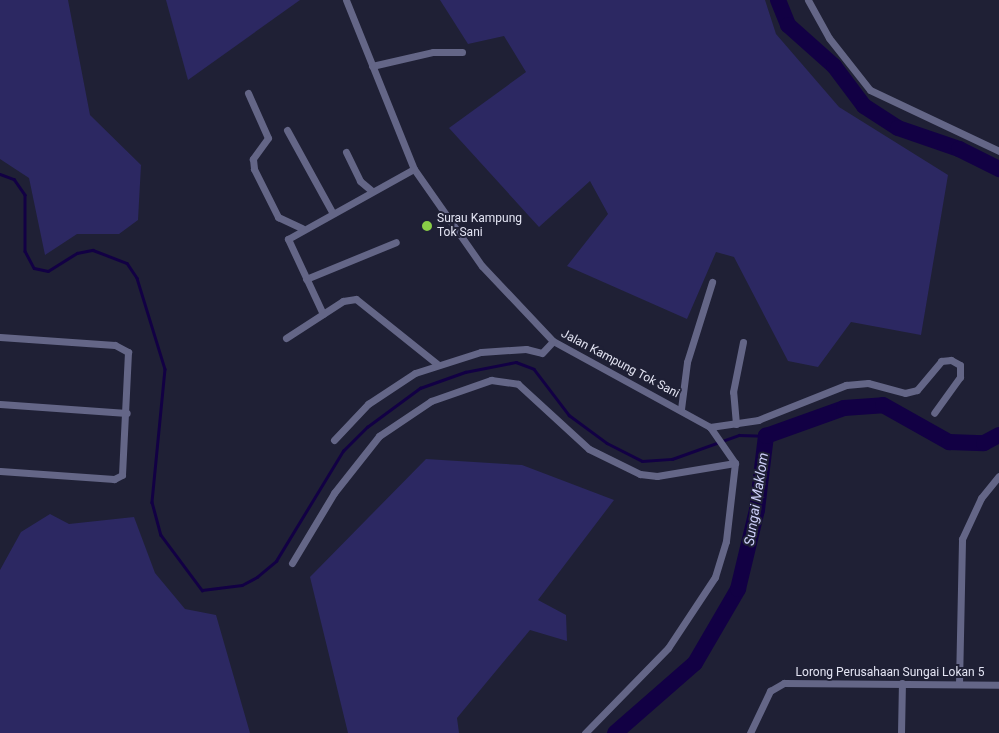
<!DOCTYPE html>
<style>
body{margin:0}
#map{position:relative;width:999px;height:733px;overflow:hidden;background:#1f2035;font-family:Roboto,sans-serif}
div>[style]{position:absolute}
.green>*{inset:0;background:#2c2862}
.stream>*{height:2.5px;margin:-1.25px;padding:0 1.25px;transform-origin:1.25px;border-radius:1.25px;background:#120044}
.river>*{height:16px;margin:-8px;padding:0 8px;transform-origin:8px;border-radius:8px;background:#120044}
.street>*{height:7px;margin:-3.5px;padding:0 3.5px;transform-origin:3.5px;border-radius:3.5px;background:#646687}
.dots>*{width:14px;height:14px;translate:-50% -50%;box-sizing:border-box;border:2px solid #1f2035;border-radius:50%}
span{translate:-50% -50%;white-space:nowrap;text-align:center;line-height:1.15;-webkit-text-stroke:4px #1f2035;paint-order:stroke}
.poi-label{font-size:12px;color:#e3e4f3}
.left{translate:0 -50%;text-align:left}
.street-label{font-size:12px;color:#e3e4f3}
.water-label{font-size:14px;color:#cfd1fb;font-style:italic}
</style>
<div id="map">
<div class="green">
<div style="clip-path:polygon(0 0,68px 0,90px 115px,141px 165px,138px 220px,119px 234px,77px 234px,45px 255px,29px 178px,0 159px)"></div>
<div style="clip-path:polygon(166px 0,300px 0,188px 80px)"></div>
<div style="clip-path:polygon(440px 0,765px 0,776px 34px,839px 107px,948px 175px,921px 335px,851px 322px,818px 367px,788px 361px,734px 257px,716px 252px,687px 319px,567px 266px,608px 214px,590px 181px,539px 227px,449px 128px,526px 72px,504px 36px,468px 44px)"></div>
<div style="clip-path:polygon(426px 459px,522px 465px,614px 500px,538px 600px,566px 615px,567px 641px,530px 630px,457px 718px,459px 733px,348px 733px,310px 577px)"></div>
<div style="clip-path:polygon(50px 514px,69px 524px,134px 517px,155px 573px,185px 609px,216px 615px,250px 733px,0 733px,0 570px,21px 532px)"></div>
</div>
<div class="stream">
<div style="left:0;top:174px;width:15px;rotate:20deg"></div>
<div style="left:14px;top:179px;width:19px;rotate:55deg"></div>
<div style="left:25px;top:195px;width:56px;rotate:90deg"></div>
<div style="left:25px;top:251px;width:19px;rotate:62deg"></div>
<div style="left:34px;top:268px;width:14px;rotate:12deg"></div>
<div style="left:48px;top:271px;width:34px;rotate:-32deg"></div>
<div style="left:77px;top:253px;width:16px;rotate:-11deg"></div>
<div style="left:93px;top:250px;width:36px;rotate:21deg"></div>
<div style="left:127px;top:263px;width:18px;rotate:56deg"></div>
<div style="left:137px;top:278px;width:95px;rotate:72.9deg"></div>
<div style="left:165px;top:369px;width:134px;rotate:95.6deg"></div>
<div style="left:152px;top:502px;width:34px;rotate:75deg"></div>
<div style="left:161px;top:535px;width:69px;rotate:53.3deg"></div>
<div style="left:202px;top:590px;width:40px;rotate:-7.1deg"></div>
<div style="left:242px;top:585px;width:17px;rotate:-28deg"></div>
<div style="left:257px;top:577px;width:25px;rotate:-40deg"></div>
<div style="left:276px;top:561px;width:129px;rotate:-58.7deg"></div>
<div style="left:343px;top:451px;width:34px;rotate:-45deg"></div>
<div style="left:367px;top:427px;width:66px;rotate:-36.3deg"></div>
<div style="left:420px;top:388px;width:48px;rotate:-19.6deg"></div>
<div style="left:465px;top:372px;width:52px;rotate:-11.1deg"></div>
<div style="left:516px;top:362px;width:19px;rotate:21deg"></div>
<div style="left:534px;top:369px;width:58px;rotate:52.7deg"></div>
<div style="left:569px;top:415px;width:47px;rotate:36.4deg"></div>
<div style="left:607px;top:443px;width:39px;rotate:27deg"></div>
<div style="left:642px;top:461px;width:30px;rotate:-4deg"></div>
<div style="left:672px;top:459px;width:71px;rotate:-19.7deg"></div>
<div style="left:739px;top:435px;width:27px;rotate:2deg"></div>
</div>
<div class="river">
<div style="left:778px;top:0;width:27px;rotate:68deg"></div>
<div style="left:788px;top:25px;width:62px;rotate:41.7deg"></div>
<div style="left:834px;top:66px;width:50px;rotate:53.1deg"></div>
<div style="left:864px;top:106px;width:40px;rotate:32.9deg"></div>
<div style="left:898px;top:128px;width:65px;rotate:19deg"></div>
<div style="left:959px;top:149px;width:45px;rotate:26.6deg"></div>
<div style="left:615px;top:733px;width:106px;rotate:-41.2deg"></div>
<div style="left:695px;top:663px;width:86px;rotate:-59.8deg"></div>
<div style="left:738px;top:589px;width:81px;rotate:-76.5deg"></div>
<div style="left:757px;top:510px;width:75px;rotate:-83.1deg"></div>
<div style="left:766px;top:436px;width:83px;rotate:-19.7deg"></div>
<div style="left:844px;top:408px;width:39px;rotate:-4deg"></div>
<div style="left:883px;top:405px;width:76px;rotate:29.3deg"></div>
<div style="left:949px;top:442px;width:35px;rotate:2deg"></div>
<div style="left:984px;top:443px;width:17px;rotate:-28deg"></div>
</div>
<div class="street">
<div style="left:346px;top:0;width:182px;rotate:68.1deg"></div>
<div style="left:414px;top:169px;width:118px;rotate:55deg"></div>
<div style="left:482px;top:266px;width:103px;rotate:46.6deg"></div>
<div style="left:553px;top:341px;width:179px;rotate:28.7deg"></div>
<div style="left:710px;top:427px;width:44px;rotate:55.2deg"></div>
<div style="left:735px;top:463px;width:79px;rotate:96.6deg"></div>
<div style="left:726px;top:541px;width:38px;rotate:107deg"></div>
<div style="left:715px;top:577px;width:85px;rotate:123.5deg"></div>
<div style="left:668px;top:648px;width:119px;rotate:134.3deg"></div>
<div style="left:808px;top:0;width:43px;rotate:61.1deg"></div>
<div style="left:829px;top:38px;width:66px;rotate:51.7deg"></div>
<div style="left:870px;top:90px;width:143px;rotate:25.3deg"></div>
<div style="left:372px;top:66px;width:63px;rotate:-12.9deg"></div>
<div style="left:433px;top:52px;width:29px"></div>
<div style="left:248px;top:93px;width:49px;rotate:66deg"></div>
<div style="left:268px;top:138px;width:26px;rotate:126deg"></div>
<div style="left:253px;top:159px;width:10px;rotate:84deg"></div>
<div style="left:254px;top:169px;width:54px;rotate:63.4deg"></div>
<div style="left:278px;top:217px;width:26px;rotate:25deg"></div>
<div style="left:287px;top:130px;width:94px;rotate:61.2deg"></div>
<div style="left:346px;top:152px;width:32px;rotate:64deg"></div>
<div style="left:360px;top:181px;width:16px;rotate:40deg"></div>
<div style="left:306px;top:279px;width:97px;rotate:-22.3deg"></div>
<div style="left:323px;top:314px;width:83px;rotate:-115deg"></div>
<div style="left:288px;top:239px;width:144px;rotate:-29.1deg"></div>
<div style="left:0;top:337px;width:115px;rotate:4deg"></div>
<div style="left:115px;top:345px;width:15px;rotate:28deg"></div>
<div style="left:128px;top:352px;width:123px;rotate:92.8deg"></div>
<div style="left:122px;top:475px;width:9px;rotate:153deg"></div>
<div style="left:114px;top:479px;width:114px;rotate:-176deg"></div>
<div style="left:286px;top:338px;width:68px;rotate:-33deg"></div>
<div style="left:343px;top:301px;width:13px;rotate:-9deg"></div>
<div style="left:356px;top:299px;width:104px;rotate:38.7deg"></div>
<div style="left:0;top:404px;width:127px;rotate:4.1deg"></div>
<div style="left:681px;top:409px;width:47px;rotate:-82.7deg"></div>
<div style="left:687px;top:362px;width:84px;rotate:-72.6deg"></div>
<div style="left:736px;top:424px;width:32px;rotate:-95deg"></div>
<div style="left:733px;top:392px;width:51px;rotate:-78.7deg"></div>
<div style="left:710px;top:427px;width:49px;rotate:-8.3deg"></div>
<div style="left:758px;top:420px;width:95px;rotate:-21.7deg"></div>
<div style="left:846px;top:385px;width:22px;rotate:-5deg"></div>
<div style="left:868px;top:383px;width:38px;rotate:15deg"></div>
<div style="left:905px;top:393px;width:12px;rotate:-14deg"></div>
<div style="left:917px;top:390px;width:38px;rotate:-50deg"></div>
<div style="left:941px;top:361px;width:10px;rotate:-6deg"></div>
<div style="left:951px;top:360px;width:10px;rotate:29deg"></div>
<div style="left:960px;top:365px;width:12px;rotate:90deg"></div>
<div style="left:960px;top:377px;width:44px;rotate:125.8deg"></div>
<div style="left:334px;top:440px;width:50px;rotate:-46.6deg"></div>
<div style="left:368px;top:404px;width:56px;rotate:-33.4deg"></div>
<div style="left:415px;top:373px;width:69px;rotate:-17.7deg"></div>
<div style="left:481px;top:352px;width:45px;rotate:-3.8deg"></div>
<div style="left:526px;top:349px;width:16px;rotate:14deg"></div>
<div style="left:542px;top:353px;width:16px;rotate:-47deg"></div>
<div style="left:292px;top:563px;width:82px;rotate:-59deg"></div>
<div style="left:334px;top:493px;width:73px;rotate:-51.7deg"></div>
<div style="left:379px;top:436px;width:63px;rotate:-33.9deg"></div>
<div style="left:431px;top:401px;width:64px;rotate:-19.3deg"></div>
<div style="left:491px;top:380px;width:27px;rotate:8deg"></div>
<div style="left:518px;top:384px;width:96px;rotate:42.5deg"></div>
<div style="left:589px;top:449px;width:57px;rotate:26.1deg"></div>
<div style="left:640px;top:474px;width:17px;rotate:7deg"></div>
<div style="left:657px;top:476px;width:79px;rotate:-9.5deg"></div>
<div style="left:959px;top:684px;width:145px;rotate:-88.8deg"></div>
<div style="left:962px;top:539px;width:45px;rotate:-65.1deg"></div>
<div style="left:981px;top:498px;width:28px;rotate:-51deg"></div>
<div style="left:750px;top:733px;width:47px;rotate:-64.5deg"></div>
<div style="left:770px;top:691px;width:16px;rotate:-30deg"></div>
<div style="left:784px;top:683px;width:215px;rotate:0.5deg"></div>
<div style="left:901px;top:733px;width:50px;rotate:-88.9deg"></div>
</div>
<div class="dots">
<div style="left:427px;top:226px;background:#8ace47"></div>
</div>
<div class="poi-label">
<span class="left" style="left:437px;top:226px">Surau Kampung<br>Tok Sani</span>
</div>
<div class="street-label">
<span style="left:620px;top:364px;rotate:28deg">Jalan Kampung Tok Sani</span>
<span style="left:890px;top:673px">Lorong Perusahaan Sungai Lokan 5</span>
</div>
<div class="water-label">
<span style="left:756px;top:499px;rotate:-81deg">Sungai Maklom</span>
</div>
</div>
•••
:: About this exercise ::
From the data above, copy each line that has the string "stream".

:: Exercise output ::
.stream>*{height:2.5px;margin:-1.25px;padding:0 1.25px;transform-origin:1.25px;border-radius:1.25px;background:#120044}
<div class="stream">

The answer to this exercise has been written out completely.